Avez-vous déjà entendu parler du cycle de "l’eau verte", en comparaison de celui de "l’eau bleue"? Probablement pas, et soyez rassurés, c’est normal, puisqu’il s’agit-là d’un concept encore relativement récent, même pour les professionnels concernés. On peut pourtant se le représenter assez simplement. L’eau bleue, ce serait celle du grand cycle de l’eau, celui qu’on nous enseigne dès l’enfance, cette eau qui transite par les rivières, les lacs et les océans, avant de nous être rendue par la pluie.

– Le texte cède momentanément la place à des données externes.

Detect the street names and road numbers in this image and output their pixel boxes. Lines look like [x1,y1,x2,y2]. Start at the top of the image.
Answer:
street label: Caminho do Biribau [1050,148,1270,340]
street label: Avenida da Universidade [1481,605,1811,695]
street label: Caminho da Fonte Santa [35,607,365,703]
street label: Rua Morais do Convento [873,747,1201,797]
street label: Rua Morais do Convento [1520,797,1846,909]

60% de l’eau circule localement
L’eau verte, elle, désigne l’humidité contenue dans le sol, qui transpire et s’évapore de nos champs et de nos forêts. Ce cycle local s’avère majoritaire, à hauteur d’au moins 60%, ce qui donne une idée de la marge de manœuvre de proximité pour lutter contre le changement climatique.
A Bavois, ce mardi-là, c’est en partant de ce constat mondial validé par l’UNESCO que le géographe de l’Université de Berne, Hanspeter Liniger, a embarqué, tout au long de la journée, les agriculteurs intéressés dans une démonstration bien rôdée. Il se dit que ce vétéran globe-trotter, habillé comme un grimpeur de falaises à mains nues, a pareillement convaincu, en trois minutes chrono, l’équipe dirigeante de Nestlé, désormais impliquée dans le programme AgroImpact (notre article).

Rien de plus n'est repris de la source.